▶ **What the exercise asks**
Only lines containing the string "middle" belong in the answer; copy all of them from the entries.

:: Input data ::

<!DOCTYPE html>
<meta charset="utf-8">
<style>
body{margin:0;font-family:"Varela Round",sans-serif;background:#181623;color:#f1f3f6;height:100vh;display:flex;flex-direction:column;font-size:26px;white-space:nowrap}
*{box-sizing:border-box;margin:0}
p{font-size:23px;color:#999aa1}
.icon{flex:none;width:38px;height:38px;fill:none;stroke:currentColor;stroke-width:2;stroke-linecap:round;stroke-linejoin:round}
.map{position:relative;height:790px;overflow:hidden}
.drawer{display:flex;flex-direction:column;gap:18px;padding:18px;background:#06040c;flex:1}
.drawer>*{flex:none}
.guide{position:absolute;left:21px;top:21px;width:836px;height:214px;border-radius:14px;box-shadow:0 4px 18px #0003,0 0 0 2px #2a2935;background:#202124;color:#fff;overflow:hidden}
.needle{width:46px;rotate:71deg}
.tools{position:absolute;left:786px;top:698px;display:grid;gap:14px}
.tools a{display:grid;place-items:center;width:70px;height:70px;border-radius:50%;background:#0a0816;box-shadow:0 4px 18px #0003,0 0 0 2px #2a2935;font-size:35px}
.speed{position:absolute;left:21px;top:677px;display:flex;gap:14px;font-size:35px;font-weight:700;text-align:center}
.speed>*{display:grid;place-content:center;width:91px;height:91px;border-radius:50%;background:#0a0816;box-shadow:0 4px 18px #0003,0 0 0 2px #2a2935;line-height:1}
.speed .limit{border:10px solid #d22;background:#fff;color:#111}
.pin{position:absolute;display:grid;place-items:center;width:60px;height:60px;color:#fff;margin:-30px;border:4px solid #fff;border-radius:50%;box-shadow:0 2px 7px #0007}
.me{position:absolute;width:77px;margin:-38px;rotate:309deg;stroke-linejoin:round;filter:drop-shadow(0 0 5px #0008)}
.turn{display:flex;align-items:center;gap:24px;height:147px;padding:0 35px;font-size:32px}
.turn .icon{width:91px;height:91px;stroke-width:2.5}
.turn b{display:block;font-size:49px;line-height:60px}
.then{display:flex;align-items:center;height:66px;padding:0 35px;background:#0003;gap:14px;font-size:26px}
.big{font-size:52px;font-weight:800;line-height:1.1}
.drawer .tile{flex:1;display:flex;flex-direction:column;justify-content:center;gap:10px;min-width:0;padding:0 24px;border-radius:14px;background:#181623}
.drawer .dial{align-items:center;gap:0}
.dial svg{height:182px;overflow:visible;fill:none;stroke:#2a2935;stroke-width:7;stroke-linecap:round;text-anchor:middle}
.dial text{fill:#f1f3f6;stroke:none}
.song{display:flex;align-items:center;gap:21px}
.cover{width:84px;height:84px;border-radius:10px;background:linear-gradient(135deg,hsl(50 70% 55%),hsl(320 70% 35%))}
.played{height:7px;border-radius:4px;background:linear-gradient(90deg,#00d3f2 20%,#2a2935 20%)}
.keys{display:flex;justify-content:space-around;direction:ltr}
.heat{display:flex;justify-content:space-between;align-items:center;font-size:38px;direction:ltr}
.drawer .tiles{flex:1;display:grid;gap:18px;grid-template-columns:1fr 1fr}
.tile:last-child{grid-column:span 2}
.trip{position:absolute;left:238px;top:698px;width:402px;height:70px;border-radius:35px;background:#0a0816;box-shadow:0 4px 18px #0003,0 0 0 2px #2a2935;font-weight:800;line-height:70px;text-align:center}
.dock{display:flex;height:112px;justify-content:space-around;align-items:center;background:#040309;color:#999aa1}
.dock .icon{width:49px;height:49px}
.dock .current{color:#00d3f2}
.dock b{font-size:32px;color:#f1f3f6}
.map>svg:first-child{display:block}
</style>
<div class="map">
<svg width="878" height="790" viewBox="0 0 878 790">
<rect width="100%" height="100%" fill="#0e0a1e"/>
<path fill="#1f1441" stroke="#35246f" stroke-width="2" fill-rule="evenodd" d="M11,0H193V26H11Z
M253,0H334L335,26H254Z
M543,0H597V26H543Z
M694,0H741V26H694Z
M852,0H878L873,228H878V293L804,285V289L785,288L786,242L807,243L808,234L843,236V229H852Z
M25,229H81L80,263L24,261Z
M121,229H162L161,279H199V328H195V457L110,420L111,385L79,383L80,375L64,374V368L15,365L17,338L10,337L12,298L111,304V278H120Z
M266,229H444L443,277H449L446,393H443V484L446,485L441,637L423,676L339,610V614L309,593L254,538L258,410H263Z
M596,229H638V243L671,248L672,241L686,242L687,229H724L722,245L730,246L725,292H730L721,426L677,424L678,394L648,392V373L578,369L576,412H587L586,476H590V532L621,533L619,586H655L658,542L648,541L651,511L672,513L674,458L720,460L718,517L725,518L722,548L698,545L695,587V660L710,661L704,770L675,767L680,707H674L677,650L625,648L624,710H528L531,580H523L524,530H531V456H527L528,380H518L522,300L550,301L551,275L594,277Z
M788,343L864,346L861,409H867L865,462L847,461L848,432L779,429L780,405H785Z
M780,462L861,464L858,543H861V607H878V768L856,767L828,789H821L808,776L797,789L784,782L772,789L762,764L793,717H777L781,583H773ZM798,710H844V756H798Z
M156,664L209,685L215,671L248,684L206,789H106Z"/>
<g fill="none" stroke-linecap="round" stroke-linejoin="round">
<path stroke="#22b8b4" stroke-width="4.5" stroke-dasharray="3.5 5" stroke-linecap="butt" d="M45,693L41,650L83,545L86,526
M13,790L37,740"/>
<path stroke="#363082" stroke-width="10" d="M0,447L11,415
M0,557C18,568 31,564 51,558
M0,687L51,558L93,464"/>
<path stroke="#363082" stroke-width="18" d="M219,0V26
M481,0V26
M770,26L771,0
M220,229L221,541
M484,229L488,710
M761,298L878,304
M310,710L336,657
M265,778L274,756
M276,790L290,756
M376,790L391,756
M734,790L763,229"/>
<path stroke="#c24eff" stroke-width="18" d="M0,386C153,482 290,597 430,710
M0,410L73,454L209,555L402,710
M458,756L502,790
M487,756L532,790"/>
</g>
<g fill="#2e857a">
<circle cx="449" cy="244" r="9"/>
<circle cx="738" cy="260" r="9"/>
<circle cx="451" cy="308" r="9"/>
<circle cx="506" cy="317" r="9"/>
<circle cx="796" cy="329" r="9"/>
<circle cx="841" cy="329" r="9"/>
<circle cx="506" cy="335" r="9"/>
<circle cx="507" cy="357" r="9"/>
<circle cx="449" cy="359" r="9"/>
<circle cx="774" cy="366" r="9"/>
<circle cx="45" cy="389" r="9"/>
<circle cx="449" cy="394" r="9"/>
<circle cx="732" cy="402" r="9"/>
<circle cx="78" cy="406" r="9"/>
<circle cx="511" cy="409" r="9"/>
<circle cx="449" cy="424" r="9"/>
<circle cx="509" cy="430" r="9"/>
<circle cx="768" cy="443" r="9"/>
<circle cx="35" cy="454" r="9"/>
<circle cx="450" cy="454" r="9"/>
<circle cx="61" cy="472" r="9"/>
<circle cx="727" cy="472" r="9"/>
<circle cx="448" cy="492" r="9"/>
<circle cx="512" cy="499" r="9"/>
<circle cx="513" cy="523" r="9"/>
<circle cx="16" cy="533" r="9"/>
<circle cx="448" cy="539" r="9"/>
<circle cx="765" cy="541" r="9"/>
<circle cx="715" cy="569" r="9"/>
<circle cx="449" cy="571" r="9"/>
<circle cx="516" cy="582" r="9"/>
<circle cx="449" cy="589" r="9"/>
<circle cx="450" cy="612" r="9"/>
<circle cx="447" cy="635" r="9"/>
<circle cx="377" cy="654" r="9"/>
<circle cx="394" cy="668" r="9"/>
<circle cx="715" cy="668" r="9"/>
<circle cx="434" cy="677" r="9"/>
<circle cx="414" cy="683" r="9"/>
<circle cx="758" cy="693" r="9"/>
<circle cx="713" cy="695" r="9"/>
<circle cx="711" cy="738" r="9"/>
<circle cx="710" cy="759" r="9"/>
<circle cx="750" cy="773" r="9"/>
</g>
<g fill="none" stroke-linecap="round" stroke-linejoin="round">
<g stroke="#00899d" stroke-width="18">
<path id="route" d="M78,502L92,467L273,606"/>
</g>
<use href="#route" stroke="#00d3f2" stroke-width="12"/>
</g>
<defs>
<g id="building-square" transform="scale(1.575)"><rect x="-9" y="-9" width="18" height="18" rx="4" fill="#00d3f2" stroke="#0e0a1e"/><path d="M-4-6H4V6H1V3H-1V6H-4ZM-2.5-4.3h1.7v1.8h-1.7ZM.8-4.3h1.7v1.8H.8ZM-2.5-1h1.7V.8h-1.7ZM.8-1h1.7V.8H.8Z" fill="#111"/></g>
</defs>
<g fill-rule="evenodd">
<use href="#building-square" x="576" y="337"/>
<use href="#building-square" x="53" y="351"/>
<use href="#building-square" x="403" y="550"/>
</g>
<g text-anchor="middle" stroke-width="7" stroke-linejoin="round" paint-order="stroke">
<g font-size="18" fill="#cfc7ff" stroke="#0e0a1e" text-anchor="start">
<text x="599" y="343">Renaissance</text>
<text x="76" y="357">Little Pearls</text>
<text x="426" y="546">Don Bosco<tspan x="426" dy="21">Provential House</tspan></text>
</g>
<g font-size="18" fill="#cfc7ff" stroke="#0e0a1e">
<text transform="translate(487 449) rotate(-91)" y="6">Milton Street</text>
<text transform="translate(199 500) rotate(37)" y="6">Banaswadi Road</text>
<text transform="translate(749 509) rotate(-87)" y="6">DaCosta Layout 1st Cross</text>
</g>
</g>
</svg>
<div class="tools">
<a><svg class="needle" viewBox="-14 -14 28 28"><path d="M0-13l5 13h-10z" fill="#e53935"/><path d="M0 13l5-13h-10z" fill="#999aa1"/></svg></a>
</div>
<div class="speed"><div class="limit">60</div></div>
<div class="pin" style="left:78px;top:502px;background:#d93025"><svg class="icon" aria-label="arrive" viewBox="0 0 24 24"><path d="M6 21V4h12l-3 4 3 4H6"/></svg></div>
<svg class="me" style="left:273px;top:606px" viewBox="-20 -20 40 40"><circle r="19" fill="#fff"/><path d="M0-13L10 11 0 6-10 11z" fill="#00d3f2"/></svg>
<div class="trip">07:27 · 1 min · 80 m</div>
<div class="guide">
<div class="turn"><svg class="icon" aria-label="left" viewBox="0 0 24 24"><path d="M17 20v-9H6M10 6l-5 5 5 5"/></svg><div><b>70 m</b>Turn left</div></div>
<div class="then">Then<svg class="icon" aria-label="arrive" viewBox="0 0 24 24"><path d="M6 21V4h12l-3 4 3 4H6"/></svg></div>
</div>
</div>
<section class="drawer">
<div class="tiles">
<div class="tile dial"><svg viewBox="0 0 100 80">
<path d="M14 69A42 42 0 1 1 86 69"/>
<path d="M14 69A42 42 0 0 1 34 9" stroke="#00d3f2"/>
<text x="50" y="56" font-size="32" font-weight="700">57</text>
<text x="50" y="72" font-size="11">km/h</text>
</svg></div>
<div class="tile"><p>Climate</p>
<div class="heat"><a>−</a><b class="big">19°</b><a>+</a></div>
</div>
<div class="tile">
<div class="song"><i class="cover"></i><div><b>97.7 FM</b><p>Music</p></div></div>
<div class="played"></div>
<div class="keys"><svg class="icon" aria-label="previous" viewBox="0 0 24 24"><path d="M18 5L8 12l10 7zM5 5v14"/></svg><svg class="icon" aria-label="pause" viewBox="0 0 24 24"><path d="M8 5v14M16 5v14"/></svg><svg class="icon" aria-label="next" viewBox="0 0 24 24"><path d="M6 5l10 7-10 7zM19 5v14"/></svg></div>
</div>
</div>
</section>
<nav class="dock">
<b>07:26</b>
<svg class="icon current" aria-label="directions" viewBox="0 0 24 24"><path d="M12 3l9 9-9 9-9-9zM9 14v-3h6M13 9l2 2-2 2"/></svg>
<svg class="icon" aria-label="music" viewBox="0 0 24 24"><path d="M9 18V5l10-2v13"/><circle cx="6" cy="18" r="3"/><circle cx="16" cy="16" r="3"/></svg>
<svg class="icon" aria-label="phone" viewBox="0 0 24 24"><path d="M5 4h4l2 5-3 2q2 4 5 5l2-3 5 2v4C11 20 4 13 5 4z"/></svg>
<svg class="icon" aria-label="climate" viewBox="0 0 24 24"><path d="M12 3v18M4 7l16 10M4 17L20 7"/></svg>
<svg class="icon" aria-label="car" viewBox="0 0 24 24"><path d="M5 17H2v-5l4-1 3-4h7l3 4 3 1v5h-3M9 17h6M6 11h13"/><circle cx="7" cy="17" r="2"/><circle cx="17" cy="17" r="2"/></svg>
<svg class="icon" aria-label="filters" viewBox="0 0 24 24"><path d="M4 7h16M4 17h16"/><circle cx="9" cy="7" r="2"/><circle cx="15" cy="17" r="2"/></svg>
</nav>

:::

▶ **Task response**
.dial svg{height:182px;overflow:visible;fill:none;stroke:#2a2935;stroke-width:7;stroke-linecap:round;text-anchor:middle}
<g text-anchor="middle" stroke-width="7" stroke-linejoin="round" paint-order="stroke">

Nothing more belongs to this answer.